• **Work to be completed**: In how many lines of the records does the string "buttons" appear? State only the number.
::::
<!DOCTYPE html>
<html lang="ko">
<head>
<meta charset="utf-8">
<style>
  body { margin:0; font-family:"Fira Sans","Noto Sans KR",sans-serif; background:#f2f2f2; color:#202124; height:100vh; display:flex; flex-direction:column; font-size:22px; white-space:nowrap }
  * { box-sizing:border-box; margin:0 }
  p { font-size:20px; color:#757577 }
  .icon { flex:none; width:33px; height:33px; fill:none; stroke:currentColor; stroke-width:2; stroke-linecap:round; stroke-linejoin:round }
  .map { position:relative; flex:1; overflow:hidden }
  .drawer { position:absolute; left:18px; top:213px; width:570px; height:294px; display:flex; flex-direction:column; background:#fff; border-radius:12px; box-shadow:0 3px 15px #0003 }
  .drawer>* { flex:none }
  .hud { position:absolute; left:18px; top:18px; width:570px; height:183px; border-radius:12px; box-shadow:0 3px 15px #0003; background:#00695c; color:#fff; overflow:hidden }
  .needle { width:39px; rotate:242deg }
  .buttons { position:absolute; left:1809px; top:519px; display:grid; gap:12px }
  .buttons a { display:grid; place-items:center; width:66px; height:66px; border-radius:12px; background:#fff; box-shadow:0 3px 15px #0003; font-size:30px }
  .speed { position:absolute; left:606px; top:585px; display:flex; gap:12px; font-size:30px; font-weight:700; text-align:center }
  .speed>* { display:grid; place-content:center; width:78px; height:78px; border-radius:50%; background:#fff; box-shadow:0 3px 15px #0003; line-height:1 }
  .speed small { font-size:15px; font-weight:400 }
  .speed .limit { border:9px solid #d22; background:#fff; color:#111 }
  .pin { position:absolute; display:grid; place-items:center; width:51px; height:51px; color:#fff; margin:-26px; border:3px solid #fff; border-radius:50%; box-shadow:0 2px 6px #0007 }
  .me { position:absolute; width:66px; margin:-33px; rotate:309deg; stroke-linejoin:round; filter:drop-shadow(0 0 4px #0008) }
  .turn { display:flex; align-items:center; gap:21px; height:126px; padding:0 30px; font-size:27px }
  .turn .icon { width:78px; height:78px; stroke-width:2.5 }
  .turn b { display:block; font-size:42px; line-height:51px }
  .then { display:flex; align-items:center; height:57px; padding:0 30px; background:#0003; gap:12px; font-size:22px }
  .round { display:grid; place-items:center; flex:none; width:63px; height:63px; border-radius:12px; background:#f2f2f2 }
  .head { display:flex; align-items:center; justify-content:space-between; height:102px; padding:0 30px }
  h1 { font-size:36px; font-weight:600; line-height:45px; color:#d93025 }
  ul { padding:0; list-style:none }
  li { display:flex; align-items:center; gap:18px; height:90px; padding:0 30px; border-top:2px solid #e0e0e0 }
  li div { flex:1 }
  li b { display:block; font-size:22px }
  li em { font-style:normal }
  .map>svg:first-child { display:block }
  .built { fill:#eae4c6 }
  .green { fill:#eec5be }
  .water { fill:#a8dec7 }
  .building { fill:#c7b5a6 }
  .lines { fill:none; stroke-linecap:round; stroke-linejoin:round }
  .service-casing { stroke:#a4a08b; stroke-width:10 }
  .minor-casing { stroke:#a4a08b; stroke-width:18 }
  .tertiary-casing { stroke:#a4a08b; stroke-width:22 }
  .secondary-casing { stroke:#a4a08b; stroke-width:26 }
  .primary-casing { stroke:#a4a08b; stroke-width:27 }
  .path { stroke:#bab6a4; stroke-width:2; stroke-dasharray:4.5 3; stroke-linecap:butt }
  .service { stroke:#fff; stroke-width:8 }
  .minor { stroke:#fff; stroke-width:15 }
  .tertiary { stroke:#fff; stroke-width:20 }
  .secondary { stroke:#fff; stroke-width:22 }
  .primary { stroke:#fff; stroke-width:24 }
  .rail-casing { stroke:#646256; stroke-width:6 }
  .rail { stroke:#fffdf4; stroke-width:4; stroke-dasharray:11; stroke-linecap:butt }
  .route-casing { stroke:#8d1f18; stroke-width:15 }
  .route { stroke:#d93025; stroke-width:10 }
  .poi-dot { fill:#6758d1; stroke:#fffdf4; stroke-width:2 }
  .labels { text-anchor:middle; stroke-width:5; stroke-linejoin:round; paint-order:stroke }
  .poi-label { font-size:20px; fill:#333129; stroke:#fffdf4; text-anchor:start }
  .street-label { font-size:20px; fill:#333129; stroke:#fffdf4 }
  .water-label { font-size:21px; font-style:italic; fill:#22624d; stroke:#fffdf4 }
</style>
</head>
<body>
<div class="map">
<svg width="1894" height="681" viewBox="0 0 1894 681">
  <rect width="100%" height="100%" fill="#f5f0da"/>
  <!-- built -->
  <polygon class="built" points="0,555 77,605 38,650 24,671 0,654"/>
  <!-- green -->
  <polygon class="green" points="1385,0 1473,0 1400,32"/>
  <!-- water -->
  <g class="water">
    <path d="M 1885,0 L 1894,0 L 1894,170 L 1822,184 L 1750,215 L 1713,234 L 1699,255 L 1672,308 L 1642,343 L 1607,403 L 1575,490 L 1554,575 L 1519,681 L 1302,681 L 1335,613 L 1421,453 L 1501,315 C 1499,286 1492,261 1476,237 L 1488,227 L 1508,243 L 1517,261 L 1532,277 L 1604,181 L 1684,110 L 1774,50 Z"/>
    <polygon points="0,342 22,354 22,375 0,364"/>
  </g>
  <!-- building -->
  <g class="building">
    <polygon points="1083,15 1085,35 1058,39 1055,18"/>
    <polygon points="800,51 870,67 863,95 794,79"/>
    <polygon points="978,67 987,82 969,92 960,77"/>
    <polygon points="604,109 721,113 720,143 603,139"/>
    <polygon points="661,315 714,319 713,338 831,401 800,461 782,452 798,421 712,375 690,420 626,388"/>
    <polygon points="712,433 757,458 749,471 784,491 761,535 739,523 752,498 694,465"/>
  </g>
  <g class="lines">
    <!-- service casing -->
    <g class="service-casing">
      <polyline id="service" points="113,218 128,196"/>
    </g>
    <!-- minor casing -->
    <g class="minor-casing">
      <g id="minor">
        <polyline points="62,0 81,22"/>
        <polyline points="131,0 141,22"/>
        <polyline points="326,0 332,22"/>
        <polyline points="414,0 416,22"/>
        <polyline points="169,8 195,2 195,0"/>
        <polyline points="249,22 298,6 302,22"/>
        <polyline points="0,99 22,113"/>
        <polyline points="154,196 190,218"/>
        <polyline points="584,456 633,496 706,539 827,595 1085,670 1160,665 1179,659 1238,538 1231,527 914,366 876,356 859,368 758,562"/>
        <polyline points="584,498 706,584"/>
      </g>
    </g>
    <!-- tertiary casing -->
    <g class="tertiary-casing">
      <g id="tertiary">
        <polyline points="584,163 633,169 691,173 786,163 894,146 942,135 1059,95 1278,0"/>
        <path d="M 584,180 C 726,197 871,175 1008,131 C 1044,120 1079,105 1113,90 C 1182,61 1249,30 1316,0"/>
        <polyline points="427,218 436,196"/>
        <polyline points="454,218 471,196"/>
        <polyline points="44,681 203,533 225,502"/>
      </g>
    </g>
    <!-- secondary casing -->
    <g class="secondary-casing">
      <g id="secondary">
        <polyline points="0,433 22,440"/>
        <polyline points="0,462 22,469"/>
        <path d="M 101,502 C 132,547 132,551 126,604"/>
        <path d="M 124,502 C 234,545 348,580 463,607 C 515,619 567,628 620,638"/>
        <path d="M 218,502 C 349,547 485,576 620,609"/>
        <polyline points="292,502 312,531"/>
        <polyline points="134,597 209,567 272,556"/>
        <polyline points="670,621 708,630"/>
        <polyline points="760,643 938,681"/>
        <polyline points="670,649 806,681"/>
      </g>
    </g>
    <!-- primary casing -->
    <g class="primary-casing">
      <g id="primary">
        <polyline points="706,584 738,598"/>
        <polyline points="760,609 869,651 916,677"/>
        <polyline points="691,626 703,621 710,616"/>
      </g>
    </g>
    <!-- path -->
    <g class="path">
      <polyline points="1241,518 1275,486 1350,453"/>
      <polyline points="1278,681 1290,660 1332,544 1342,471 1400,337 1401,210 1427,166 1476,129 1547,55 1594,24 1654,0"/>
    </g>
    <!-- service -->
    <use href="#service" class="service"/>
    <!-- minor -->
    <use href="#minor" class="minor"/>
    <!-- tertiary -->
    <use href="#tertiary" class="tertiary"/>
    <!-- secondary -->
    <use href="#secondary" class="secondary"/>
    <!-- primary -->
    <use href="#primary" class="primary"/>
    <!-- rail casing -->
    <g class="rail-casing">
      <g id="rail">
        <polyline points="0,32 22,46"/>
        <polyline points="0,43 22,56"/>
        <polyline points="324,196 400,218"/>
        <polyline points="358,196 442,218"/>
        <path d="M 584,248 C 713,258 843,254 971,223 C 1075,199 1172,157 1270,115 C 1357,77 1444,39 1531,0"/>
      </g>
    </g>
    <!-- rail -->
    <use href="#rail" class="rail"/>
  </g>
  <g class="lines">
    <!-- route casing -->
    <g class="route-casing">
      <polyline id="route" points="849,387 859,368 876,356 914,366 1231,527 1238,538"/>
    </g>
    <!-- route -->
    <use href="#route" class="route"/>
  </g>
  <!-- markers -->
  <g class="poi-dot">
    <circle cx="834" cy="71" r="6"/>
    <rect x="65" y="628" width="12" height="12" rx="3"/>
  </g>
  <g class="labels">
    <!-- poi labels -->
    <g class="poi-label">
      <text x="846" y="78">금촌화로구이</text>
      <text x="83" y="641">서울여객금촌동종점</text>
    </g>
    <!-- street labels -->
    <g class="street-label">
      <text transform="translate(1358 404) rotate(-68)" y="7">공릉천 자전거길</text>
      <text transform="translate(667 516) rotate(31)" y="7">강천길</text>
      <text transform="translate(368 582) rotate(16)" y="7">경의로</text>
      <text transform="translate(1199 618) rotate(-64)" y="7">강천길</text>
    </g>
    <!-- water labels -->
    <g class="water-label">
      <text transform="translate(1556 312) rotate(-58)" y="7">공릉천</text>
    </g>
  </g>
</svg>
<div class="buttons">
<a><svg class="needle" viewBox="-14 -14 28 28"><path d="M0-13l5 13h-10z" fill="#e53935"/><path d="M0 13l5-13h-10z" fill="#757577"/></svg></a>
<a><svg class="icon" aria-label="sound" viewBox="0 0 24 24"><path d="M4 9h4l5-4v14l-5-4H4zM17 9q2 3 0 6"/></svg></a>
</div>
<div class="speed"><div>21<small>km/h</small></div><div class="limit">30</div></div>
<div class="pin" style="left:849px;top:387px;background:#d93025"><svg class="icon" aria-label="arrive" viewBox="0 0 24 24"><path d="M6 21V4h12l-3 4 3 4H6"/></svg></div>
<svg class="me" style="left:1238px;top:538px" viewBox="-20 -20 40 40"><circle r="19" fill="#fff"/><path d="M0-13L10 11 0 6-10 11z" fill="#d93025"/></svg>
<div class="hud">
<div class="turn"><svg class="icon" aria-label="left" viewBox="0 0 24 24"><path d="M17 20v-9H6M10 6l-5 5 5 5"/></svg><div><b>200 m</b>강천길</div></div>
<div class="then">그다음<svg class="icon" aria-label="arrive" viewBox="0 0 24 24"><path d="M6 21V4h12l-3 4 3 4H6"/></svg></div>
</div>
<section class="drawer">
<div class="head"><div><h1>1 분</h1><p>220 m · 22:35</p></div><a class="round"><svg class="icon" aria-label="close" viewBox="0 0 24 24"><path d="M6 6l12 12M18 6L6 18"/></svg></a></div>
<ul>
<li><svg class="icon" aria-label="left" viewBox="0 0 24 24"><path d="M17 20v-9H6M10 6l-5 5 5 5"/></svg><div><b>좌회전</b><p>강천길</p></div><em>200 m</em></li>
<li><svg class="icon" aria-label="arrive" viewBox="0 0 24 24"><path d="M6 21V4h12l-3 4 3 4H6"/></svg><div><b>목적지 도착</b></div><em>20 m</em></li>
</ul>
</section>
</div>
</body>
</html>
::::
• **Reply**: 3